*What the task asks*: Wherever a line in the material contains the word "they", copy that line.

Top of Records shown

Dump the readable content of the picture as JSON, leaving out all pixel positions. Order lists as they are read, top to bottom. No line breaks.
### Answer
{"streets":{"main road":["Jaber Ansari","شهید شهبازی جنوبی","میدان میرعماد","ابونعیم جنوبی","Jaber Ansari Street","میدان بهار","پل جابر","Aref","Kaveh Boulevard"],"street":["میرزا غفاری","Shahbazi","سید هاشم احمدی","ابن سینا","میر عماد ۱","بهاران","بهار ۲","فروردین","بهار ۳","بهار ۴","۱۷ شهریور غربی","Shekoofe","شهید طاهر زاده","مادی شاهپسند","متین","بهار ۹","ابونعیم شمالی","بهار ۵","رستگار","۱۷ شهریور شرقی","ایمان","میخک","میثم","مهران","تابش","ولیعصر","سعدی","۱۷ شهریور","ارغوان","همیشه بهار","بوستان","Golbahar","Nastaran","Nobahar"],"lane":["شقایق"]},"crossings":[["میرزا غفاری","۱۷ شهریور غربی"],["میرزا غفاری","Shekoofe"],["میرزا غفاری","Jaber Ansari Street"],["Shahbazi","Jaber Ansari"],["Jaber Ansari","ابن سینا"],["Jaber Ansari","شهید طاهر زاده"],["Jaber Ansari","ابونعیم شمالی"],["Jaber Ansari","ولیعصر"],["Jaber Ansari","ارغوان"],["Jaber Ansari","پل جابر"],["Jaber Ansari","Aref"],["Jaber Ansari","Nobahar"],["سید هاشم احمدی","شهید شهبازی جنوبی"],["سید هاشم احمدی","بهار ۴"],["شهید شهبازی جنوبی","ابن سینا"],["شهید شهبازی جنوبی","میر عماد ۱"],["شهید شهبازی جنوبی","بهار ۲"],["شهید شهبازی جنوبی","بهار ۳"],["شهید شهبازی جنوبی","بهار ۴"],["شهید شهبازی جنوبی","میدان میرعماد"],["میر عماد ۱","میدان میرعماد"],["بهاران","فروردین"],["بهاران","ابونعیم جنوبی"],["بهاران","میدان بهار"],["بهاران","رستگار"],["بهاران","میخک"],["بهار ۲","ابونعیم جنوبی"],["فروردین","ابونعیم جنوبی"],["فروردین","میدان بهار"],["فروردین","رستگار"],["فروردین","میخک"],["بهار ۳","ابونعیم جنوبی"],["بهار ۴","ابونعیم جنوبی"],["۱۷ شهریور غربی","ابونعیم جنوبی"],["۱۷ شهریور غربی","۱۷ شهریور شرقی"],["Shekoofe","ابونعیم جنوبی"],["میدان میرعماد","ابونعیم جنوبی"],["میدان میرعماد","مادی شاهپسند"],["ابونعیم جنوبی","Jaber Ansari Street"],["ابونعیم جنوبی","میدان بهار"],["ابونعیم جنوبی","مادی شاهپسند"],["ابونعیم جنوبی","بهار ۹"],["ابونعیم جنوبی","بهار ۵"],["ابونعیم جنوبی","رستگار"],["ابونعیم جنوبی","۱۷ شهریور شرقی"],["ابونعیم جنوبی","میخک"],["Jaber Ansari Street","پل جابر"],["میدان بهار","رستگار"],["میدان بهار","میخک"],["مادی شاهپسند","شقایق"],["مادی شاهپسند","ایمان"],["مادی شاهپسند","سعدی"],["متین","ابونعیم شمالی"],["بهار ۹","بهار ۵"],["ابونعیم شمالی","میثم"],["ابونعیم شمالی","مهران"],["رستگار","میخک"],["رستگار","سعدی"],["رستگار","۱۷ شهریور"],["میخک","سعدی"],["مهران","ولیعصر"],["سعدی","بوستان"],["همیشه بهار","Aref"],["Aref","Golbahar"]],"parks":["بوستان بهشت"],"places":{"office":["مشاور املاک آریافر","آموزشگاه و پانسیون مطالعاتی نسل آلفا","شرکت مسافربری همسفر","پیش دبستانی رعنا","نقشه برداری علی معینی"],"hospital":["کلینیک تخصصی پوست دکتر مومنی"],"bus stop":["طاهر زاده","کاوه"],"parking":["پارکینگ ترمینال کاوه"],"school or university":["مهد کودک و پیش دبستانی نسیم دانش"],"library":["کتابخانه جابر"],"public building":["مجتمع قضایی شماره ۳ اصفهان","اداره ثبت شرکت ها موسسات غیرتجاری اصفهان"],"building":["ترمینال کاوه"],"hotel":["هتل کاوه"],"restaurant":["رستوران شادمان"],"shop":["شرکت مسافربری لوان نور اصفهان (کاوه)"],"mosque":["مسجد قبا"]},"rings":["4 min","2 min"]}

Bottom of Records shown
Top of Records shown

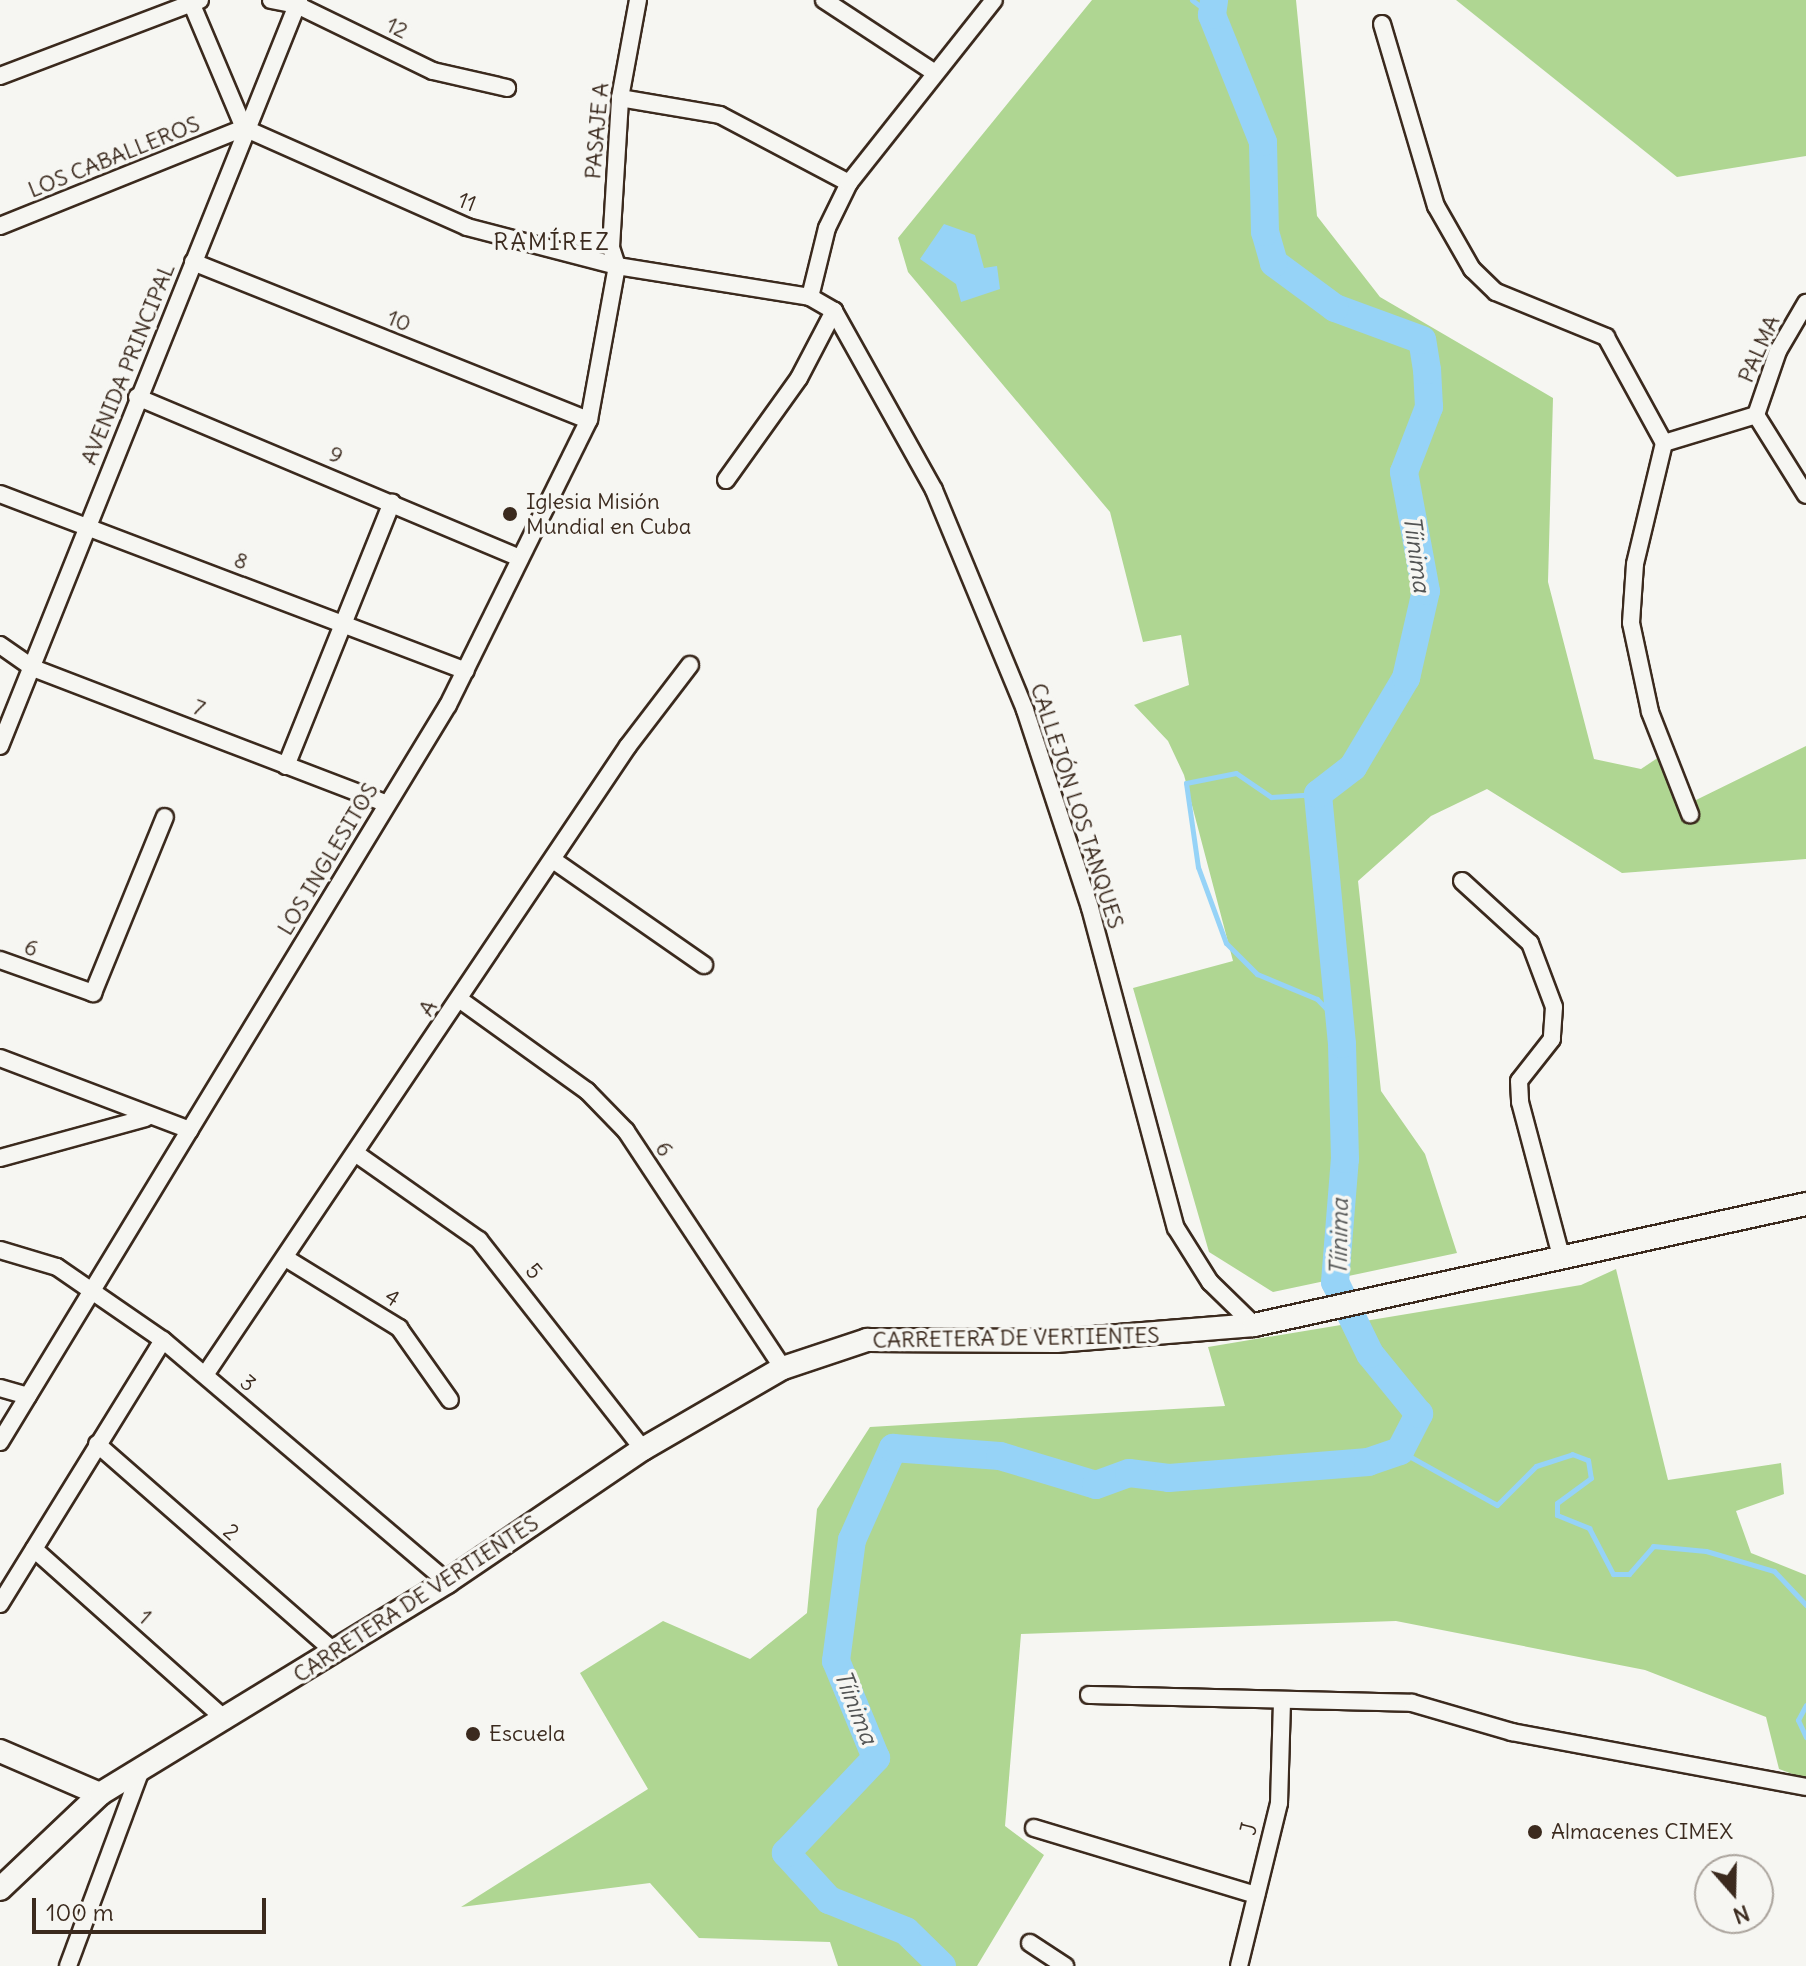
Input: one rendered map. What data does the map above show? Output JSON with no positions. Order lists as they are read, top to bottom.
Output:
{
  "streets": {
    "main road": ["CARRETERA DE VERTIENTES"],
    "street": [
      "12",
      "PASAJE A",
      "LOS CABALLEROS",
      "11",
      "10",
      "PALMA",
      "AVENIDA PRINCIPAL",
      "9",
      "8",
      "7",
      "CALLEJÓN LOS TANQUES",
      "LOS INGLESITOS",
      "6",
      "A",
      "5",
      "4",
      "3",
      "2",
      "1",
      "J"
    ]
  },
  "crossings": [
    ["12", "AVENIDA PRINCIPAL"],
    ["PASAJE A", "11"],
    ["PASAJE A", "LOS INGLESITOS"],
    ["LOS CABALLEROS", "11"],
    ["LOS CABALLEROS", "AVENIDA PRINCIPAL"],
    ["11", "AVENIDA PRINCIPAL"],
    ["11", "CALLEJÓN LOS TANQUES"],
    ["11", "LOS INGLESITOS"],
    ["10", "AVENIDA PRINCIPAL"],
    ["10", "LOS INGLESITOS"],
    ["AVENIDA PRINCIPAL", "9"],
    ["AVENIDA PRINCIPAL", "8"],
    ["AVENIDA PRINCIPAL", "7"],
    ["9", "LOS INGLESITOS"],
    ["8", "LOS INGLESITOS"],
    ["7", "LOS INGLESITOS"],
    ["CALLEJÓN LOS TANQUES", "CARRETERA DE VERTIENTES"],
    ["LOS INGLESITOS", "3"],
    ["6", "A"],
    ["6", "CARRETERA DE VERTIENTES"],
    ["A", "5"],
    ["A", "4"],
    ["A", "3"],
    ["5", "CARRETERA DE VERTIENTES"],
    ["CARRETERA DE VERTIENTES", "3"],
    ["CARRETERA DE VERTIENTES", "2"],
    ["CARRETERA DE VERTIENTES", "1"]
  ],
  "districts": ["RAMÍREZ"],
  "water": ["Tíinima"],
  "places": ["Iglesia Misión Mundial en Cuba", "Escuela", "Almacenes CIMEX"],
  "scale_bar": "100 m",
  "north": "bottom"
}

Bottom of Records shown

*Solution below*:
Dump the readable content of the picture as JSON, leaving out all pixel positions. Order lists as they are read, top to bottom. No line breaks.
Input: one rendered map. What data does the map above show? Output JSON with no positions. Order lists as they are read, top to bottom.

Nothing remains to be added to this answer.